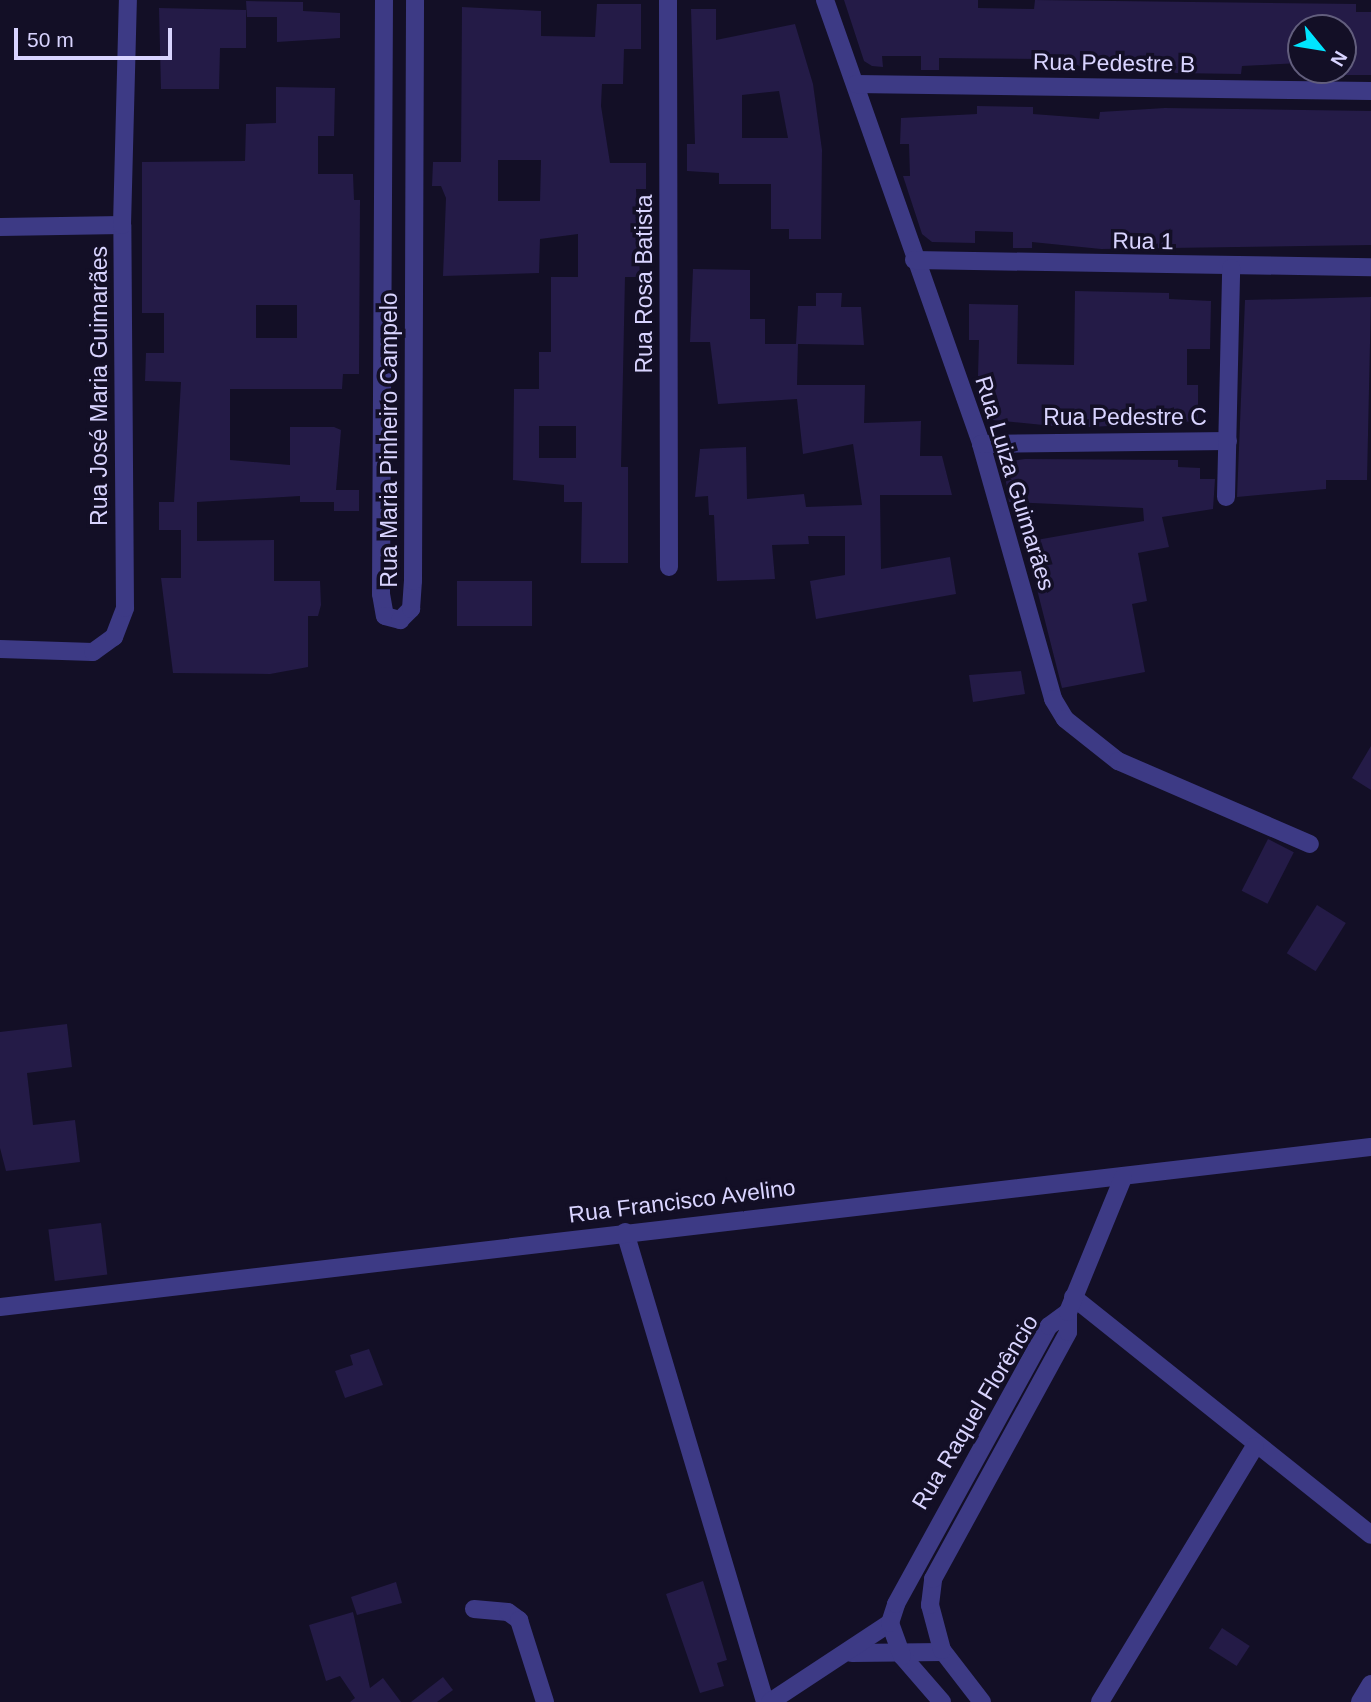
<!DOCTYPE html>
<meta charset="utf-8">
<style>
body{margin:0}
#map{position:relative;width:1371px;height:1702px;overflow:hidden;background:#130f26;font-family:Arial,sans-serif}
div>[style]{position:absolute}
.building>*{inset:0;background:#241b47;transform-origin:0 0}
.minor>*{height:18px;margin:-9px;padding:0 9px;transform-origin:9px;border-radius:9px;background:#3d3a85}
span{translate:-50% -50%;white-space:nowrap;text-align:center;line-height:1.15;-webkit-text-stroke:7px #130f26;paint-order:stroke}
.street-label{font-size:23px;color:#d9d4ff}
.north{position:absolute;left:1287px;top:14px;width:70px;height:70px;box-sizing:border-box;background:#130f26;border:2px solid #625e7d;border-radius:50%;rotate:120deg;font-size:19px;font-weight:700;line-height:28px;text-align:center;color:#d9d4ff}
.north::after{content:'';display:block;margin:auto;width:24px;height:32px;background:#00e5ff;clip-path:polygon(50% 0,100% 100%,50% 72%,0 100%)}
.scale{position:absolute;left:14px;top:28px;width:158px;height:32px;box-sizing:border-box;border:4px solid #d9d4ff;border-top:0;padding-left:9px;font-size:21px;line-height:24px;white-space:nowrap;color:#d9d4ff;-webkit-text-stroke:5px #130f26;paint-order:stroke}
</style>
<div id="map">
<div class="building">
<i style="clip-path:polygon(844px 0,978px 0,978px 8px,1034px 9px,1035px 0,1356px 4px,1356px 12px,1371px 12px,1371px 75px,1343px 75px,1343px 28px,1301px 28px,1301px 63px,1242px 66px,1241px 74px,1176px 73px,1147px 62px,1042px 68px,1042px 59px,939px 58px,939px 70px,921px 70px,921px 56px,882px 56px,883px 67px,872px 66px,864px 61px)"></i>
<i style="clip-path:polygon(246px 1px,303px 2px,303px 11px,340px 13px,340px 38px,277px 42px,277px 17px,247px 17px)"></i>
<i style="clip-path:polygon(evenodd,597px 4px,641px 4px,641px 49px,624px 49px,623px 84px,602px 84px,601px 106px,610px 163px,646px 163px,646px 189px,636px 189px,640px 277px,625px 277px,621px 467px,628px 467px,628px 563px,581px 563px,582px 502px,564px 502px,564px 485px,513px 480px,514px 389px,539px 389px,539px 352px,551px 352px,551px 277px,578px 277px,578px 234px,540px 239px,539px 273px,443px 276px,446px 198px,441px 186px,432px 186px,433px 162px,461px 162px,462px 7px,541px 11px,541px 36px,595px 37px,597px 4px,498px 160px,541px 160px,540px 201px,498px 201px,498px 160px,597px 4px,539px 426px,576px 426px,576px 458px,539px 458px,539px 426px)"></i>
<i style="clip-path:polygon(159px 8px,246px 10px,246px 48px,220px 48px,219px 89px,161px 89px)"></i>
<i style="clip-path:polygon(evenodd,691px 9px,716px 9px,716px 40px,795px 24px,813px 84px,822px 150px,821px 239px,789px 239px,789px 229px,771px 229px,771px 184px,719px 184px,719px 173px,687px 171px,687px 144px,695px 144px,691px 9px,779px 91px,788px 138px,742px 138px,742px 95px,779px 91px)"></i>
<i style="clip-path:polygon(evenodd,276px 87px,335px 88px,334px 136px,318px 136px,318px 174px,353px 174px,354px 200px,360px 200px,359px 374px,343px 374px,342px 389px,230px 389px,230px 460px,290px 465px,290px 427px,334px 427px,341px 430px,336px 490px,359px 490px,359px 511px,334px 511px,334px 502px,300px 502px,300px 496px,197px 502px,197px 541px,274px 540px,274px 581px,320px 581px,321px 605px,318px 616px,308px 616px,308px 667px,270px 674px,173px 673px,161px 578px,181px 578px,181px 530px,159px 530px,159px 502px,174px 502px,181px 382px,145px 381px,146px 353px,164px 353px,164px 313px,142px 313px,142px 162px,245px 161px,246px 124px,276px 123px,276px 87px,256px 305px,297px 305px,297px 338px,256px 338px,256px 305px)"></i>
<i style="clip-path:polygon(977px 106px,1033px 107px,1033px 114px,1099px 119px,1100px 112px,1165px 108px,1371px 111px,1371px 245px,1101px 249px,1032px 242px,1032px 248px,1013px 248px,1013px 232px,975px 231px,975px 243px,932px 242px,922px 234px,903px 176px,910px 176px,909px 144px,900px 144px,901px 118px,977px 114px)"></i>
<i style="clip-path:polygon(693px 269px,750px 270px,750px 319px,765px 319px,765px 344px,796px 344px,798px 306px,816px 306px,816px 293px,842px 293px,841px 307px,861px 307px,864px 345px,798px 344px,797px 385px,865px 385px,864px 423px,921px 421px,920px 456px,942px 456px,952px 495px,880px 495px,881px 569px,950px 557px,956px 594px,816px 619px,810px 581px,845px 575px,845px 536px,808px 536px,809px 544px,772px 545px,775px 579px,717px 581px,714px 515px,709px 515px,708px 496px,695px 497px,700px 449px,746px 447px,747px 499px,804px 494px,806px 507px,862px 505px,853px 444px,803px 454px,797px 399px,718px 404px,710px 342px,690px 342px)"></i>
<i style="clip-path:polygon(1075px 291px,1169px 293px,1169px 299px,1211px 301px,1210px 349px,1187px 349px,1187px 385px,1198px 385px,1198px 421px,1073px 428px,993px 420px,993px 376px,978px 376px,979px 340px,969px 340px,969px 304px,1018px 305px,1017px 364px,1074px 365px)"></i>
<i style="clip-path:polygon(1371px 297px,1367px 480px,1326px 480px,1326px 489px,1237px 497px,1245px 300px)"></i>
<i style="clip-path:polygon(1025px 459px,1178px 460px,1178px 467px,1200px 468px,1200px 479px,1215px 479px,1213px 509px,1162px 517px,1169px 547px,1138px 553px,1147px 601px,1132px 604px,1145px 672px,1062px 688px,1025px 542px,1144px 521px,1143px 508px,1009px 502px,1003px 462px)"></i>
<i style="left:457px;top:581px;width:75px;height:45px"></i>
<i style="clip-path:polygon(1021px 671px,1025px 694px,973px 702px,969px 675px)"></i>
<i style="clip-path:polygon(1371px 746px,1371px 790px,1352px 778px)"></i>
<i style="left:1268px;top:839px;width:29px;height:58px;rotate:27deg"></i>
<i style="left:1317px;top:905px;width:34px;height:57px;rotate:32deg"></i>
<i style="clip-path:polygon(67px 1024px,72px 1067px,27px 1073px,33px 1125px,75px 1120px,80px 1162px,6px 1171px,0 1148px,0 1032px)"></i>
<i style="left:101px;top:1223px;width:52px;height:53px;rotate:83deg"></i>
<i style="clip-path:polygon(369px 1349px,383px 1385px,345px 1398px,335px 1371px,353px 1365px,350px 1355px)"></i>
<i style="clip-path:polygon(703px 1581px,727px 1660px,717px 1663px,724px 1686px,700px 1693px,666px 1594px)"></i>
<i style="clip-path:polygon(396px 1582px,402px 1603px,357px 1615px,351px 1597px)"></i>
<i style="clip-path:polygon(353px 1612px,370px 1688px,383px 1678px,401px 1702px,350px 1702px,355px 1698px,340px 1676px,326px 1681px,309px 1625px)"></i>
<i style="left:1222px;top:1628px;width:33px;height:24px;rotate:33deg"></i>
<i style="clip-path:polygon(443px 1677px,453px 1690px,437px 1702px,411px 1702px)"></i>
</div>
<div class="minor">
<i style="left:384px;top:0;width:594px;rotate:90.29deg"></i>
<i style="left:381px;top:594px;width:22px;rotate:80deg"></i>
<i style="left:385px;top:616px;width:16px;rotate:15deg"></i>
<i style="left:400px;top:620px;width:16px;rotate:-45deg"></i>
<i style="left:411px;top:609px;width:28px;rotate:-86deg"></i>
<i style="left:413px;top:581px;width:581px;rotate:-89.8deg"></i>
<i style="left:668px;top:0;width:567px;rotate:89.9deg"></i>
<i style="left:825px;top:0;width:471px;rotate:70.6deg"></i>
<i style="left:981px;top:444px;width:265px;rotate:74.2deg"></i>
<i style="left:1053px;top:699px;width:23px;rotate:59deg"></i>
<i style="left:1065px;top:719px;width:68px;rotate:38.4deg"></i>
<i style="left:1118px;top:761px;width:209px;rotate:23.4deg"></i>
<i style="left:856px;top:84px;width:515px;rotate:0.78deg"></i>
<i style="left:0;top:227px;width:122px;rotate:-0.9deg"></i>
<i style="left:914px;top:260px;width:457px;rotate:0.9deg"></i>
<i style="left:981px;top:444px;width:247px;rotate:-0.7deg"></i>
<i style="left:1226px;top:497px;width:229px;rotate:-88.7deg"></i>
<i style="left:0;top:649px;width:93px;rotate:1.8deg"></i>
<i style="left:93px;top:652px;width:26px;rotate:-36deg"></i>
<i style="left:114px;top:637px;width:31px;rotate:-69deg"></i>
<i style="left:125px;top:608px;width:383px;rotate:-90.4deg"></i>
<i style="left:122px;top:225px;width:225px;rotate:-88.5deg"></i>
<i style="left:625px;top:1232px;width:490px;rotate:73.4deg"></i>
<i style="left:1073px;top:1297px;width:381px;rotate:38.6deg"></i>
<i style="left:0;top:1307px;width:1380px;rotate:-6.66deg"></i>
<i style="left:474px;top:1609px;width:34px;rotate:5deg"></i>
<i style="left:508px;top:1612px;width:14px;rotate:36deg"></i>
<i style="left:519px;top:1620px;width:86px;rotate:72.4deg"></i>
<i style="left:852px;top:1653px;width:91px;rotate:-0.6deg"></i>
<i style="left:770px;top:1702px;width:144px;rotate:-33.4deg"></i>
<i style="left:942px;top:1702px;width:61px;rotate:-131deg"></i>
<i style="left:902px;top:1656px;width:35px;rotate:-110deg"></i>
<i style="left:890px;top:1623px;width:20px;rotate:-72deg"></i>
<i style="left:896px;top:1604px;width:317px;rotate:-61.2deg"></i>
<i style="left:1049px;top:1326px;width:24px;rotate:-36deg"></i>
<i style="left:982px;top:1702px;width:66px;rotate:-127.6deg"></i>
<i style="left:942px;top:1650px;width:47px;rotate:-104.9deg"></i>
<i style="left:930px;top:1605px;width:26px;rotate:-83deg"></i>
<i style="left:933px;top:1579px;width:281px;rotate:-61.3deg"></i>
<i style="left:1068px;top:1332px;width:20px;rotate:-90deg"></i>
<i style="left:1068px;top:1312px;width:145px;rotate:-67.7deg"></i>
<i style="left:1100px;top:1702px;width:299px;rotate:-58.8deg"></i>
<i style="left:1360px;top:1702px;width:21px;rotate:-59deg"></i>
</div>
<div class="street-label">
<span style="left:1114px;top:63px;rotate:1deg">Rua Pedestre B</span>
<span style="left:1143px;top:241px;rotate:1deg">Rua 1</span>
<span style="left:644px;top:284px;rotate:-90deg">Rua Rosa Batista</span>
<span style="left:99px;top:386px;rotate:-90deg">Rua José Maria Guimarães</span>
<span style="left:1125px;top:417px">Rua Pedestre C</span>
<span style="left:389px;top:440px;rotate:-90deg">Rua Maria Pinheiro Campelo</span>
<span style="left:1015px;top:483px;rotate:73deg">Rua Luiza Guimarães</span>
<span style="left:682px;top:1201px;rotate:-7deg">Rua Francisco Avelino</span>
<span style="left:975px;top:1412px;rotate:-59deg">Rua Raquel Florêncio</span>
</div>
<div class="north">N</div>
<div class="scale">50 m</div>
</div>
=-=-=
## About this exercise
Could you repeat exactly the lines above from the line with "106px,1033px 107px,1033px 114px,1099px" up to and including the line with "297px,1367px 480px,1326px 480px,1326px", and only those?

## Response to this task
<i style="clip-path:polygon(977px 106px,1033px 107px,1033px 114px,1099px 119px,1100px 112px,1165px 108px,1371px 111px,1371px 245px,1101px 249px,1032px 242px,1032px 248px,1013px 248px,1013px 232px,975px 231px,975px 243px,932px 242px,922px 234px,903px 176px,910px 176px,909px 144px,900px 144px,901px 118px,977px 114px)"></i>
<i style="clip-path:polygon(693px 269px,750px 270px,750px 319px,765px 319px,765px 344px,796px 344px,798px 306px,816px 306px,816px 293px,842px 293px,841px 307px,861px 307px,864px 345px,798px 344px,797px 385px,865px 385px,864px 423px,921px 421px,920px 456px,942px 456px,952px 495px,880px 495px,881px 569px,950px 557px,956px 594px,816px 619px,810px 581px,845px 575px,845px 536px,808px 536px,809px 544px,772px 545px,775px 579px,717px 581px,714px 515px,709px 515px,708px 496px,695px 497px,700px 449px,746px 447px,747px 499px,804px 494px,806px 507px,862px 505px,853px 444px,803px 454px,797px 399px,718px 404px,710px 342px,690px 342px)"></i>
<i style="clip-path:polygon(1075px 291px,1169px 293px,1169px 299px,1211px 301px,1210px 349px,1187px 349px,1187px 385px,1198px 385px,1198px 421px,1073px 428px,993px 420px,993px 376px,978px 376px,979px 340px,969px 340px,969px 304px,1018px 305px,1017px 364px,1074px 365px)"></i>
<i style="clip-path:polygon(1371px 297px,1367px 480px,1326px 480px,1326px 489px,1237px 497px,1245px 300px)"></i>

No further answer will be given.